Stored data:
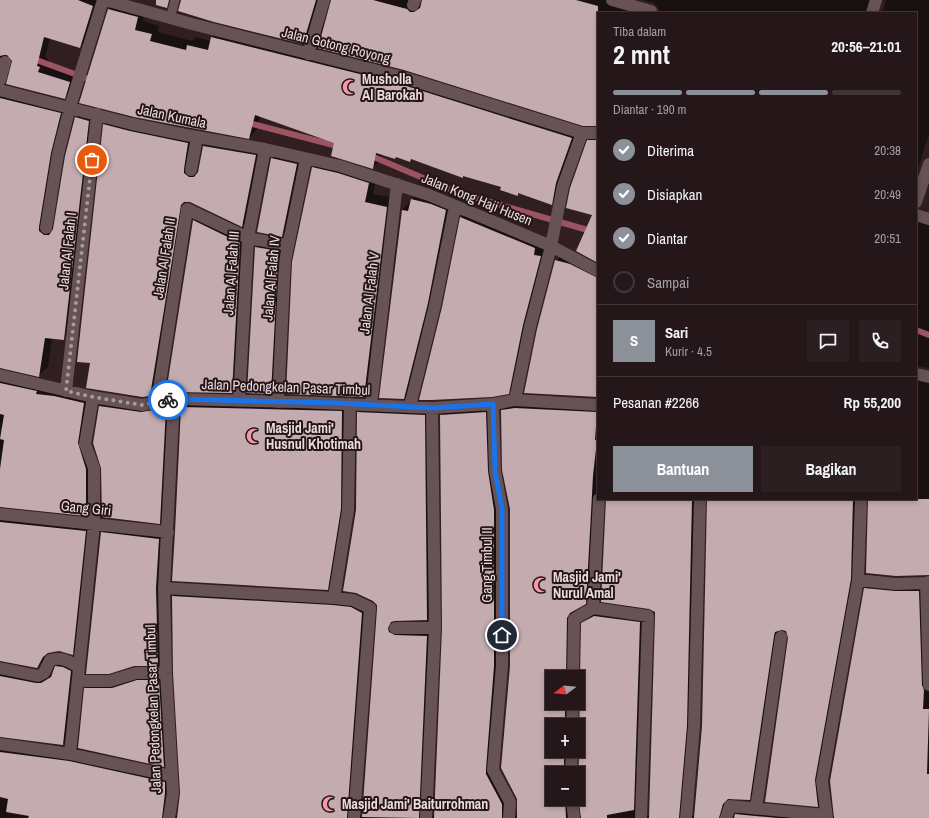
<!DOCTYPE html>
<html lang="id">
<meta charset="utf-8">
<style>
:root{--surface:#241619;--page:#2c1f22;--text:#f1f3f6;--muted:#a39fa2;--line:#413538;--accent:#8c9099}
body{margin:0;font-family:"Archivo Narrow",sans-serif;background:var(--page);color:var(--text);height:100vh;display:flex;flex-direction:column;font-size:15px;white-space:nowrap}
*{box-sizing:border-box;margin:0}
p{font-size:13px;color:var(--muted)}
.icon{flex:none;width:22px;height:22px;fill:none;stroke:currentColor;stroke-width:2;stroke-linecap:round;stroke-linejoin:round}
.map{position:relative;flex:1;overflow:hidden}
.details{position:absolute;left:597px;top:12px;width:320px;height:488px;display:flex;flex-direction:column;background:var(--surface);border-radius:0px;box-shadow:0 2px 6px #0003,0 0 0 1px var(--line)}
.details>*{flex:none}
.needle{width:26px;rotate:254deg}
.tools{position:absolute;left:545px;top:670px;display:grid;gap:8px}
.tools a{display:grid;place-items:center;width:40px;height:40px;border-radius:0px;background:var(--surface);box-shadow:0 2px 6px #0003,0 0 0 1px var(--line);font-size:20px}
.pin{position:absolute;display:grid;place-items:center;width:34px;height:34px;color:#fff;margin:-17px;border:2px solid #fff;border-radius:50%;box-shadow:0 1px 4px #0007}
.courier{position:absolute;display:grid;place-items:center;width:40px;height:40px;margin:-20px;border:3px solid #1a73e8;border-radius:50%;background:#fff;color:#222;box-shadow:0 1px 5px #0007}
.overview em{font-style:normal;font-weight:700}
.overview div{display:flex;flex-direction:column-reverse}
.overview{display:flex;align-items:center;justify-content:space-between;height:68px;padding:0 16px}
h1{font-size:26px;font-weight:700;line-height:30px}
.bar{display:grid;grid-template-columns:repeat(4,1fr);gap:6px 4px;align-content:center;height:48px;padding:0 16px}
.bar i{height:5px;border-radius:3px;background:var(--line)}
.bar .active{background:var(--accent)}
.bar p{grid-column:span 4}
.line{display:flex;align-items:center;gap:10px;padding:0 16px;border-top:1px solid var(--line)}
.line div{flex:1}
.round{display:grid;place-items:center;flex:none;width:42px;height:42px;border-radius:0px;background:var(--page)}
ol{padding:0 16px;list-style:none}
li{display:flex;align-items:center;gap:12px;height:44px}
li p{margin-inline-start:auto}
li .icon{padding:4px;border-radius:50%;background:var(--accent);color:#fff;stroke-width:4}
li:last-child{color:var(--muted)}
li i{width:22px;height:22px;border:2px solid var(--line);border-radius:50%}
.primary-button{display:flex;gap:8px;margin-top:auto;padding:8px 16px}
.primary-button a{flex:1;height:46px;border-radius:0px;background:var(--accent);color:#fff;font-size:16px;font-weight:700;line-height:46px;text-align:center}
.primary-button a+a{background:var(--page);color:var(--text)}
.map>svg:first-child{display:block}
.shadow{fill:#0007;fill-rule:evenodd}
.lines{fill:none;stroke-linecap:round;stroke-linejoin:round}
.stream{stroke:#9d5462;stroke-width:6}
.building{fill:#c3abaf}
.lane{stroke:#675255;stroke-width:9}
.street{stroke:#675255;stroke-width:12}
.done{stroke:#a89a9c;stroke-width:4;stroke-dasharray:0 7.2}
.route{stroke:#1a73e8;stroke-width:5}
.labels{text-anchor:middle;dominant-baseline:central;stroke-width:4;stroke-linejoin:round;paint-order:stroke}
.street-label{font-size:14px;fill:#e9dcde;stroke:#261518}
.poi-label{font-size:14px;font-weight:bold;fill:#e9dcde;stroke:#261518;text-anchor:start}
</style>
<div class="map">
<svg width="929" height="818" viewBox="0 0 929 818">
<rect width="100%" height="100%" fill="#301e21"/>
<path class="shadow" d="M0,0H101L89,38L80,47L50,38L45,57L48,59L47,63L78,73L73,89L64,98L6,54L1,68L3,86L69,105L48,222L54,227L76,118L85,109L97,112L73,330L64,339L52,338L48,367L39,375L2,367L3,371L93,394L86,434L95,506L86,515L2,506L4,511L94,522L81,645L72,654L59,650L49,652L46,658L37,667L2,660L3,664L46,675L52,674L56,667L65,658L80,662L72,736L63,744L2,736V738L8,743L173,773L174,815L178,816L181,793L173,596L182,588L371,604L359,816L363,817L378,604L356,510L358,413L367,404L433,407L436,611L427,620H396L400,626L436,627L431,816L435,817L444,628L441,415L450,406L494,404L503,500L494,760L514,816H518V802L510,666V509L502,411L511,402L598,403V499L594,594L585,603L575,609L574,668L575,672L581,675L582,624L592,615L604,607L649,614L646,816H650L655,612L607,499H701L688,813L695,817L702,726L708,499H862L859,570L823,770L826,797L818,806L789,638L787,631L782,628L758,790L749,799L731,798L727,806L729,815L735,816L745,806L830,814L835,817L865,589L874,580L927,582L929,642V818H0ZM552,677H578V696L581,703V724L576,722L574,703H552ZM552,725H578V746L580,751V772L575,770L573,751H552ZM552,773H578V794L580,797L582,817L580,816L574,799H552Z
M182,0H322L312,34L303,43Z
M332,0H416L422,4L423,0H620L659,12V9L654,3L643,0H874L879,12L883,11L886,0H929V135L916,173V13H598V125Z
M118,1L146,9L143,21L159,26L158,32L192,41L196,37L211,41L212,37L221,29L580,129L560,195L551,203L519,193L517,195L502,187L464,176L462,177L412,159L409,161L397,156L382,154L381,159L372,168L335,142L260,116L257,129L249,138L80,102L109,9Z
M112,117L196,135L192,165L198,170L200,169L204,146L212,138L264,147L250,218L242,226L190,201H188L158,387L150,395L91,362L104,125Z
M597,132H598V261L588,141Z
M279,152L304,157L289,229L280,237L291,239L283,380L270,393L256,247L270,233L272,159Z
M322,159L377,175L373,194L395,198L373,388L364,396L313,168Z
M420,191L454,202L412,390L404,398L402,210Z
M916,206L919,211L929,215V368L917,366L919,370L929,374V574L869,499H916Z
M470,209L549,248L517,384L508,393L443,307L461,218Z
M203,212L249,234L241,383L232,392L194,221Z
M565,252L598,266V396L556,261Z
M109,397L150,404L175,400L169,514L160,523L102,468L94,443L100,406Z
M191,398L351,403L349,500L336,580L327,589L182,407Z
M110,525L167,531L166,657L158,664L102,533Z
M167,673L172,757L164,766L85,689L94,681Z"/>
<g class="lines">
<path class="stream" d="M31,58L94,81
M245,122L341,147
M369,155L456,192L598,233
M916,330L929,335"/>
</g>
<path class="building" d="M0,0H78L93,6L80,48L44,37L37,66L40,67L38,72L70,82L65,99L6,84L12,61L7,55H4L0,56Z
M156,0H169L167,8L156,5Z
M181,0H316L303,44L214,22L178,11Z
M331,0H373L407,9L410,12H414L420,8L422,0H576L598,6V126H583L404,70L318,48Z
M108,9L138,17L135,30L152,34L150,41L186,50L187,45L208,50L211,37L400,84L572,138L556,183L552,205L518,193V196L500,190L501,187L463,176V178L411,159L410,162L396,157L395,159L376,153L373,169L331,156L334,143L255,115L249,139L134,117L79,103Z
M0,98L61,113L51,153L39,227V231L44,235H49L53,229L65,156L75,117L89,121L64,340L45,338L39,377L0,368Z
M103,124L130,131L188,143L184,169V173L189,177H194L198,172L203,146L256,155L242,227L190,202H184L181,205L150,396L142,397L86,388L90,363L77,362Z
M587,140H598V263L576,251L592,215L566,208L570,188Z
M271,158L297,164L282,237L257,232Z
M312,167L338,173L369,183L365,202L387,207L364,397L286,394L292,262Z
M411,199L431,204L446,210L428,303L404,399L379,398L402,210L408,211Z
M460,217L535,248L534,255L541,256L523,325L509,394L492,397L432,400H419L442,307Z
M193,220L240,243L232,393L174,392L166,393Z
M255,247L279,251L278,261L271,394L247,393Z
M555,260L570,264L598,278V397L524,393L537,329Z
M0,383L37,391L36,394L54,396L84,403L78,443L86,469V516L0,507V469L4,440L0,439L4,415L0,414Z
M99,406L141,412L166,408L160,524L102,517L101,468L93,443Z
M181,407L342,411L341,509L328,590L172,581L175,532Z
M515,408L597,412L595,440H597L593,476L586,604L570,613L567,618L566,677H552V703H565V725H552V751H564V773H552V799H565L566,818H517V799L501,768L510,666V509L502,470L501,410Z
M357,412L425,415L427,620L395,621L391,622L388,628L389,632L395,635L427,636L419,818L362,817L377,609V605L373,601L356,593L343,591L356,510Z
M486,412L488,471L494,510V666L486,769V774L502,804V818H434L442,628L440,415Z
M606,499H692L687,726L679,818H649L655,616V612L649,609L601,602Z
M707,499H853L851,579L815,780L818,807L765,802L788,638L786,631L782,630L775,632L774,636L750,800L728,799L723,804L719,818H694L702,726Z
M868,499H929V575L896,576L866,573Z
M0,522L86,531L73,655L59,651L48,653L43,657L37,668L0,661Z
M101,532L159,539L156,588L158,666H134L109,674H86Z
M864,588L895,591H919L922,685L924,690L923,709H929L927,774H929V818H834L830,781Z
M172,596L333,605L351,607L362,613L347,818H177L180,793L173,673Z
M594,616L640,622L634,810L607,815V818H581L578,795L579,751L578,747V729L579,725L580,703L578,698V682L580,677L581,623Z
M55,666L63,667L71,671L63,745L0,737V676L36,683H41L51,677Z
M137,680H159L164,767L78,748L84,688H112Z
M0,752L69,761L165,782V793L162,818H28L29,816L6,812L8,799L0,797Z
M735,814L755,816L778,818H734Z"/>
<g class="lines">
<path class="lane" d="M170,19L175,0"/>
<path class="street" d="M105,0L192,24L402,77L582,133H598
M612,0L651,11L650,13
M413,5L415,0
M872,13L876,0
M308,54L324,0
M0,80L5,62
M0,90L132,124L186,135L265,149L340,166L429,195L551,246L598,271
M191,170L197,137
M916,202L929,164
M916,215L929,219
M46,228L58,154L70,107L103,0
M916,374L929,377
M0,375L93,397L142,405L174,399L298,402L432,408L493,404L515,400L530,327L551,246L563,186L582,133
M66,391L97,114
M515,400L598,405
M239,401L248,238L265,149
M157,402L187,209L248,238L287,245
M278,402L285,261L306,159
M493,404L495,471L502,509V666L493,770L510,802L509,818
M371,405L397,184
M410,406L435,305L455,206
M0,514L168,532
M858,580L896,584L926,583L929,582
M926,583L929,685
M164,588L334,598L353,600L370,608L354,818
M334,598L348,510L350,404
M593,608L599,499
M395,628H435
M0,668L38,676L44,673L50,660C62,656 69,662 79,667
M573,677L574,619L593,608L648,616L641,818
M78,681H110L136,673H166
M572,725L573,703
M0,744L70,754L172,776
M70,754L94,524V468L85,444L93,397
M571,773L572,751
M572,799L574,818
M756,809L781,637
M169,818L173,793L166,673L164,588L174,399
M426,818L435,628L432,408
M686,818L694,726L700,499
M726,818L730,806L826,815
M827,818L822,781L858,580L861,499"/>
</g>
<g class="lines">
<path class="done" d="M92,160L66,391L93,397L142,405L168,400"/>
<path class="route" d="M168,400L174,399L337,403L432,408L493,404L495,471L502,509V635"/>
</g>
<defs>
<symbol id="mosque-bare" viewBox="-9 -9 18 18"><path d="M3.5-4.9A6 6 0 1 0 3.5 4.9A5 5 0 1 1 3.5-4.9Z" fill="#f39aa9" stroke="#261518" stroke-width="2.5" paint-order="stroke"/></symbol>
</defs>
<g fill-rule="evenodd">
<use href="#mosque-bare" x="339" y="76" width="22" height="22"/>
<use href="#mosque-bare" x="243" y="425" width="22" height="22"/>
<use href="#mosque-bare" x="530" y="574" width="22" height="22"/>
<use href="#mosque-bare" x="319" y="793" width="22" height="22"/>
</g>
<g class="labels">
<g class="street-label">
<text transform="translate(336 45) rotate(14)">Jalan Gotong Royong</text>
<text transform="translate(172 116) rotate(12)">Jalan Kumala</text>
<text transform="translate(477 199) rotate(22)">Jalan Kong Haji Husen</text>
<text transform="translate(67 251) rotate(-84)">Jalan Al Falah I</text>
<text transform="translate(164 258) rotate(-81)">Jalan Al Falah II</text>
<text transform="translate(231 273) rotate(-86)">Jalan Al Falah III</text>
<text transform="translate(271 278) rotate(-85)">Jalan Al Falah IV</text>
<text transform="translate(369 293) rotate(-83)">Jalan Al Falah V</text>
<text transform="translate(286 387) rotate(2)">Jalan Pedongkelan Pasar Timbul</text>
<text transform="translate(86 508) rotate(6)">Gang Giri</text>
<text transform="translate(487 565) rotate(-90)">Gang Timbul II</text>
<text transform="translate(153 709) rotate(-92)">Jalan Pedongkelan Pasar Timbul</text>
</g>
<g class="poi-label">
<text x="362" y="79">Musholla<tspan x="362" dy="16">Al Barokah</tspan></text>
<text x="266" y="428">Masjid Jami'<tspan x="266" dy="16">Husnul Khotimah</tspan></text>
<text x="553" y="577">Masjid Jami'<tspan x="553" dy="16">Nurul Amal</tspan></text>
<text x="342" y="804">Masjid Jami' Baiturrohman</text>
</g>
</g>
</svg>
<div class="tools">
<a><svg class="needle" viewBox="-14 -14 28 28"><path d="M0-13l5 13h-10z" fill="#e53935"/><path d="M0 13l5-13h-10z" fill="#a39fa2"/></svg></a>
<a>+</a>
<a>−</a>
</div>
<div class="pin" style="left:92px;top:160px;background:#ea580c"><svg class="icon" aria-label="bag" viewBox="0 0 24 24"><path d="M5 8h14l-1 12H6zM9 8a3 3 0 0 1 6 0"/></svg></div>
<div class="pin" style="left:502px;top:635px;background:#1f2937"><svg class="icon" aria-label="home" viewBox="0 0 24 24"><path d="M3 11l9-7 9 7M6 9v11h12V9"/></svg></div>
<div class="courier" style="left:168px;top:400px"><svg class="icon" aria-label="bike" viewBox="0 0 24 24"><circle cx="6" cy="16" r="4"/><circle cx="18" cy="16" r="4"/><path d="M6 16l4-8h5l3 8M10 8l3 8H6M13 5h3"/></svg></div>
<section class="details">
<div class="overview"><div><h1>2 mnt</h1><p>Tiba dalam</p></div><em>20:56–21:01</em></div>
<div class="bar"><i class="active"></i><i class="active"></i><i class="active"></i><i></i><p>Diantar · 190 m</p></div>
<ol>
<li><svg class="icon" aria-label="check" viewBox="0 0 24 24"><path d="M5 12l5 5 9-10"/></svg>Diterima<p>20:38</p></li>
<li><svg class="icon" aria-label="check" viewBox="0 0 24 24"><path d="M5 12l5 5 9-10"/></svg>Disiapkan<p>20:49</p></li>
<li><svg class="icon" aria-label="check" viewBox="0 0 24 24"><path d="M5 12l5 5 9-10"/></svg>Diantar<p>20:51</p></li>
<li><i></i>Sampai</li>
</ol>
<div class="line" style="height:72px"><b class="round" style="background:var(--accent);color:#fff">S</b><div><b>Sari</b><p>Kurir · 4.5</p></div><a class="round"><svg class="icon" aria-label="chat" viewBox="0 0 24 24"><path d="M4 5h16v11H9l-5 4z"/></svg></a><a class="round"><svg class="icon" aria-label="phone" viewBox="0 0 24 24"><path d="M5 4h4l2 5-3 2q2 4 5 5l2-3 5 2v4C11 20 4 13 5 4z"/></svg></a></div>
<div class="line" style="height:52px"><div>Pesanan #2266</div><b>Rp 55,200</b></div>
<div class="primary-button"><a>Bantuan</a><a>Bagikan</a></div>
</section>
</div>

◆ Exercise requirements ◆
Your answer must be a single number: how many lines of the entries above contain the string "Jalan".

◆ Result for this task ◆
10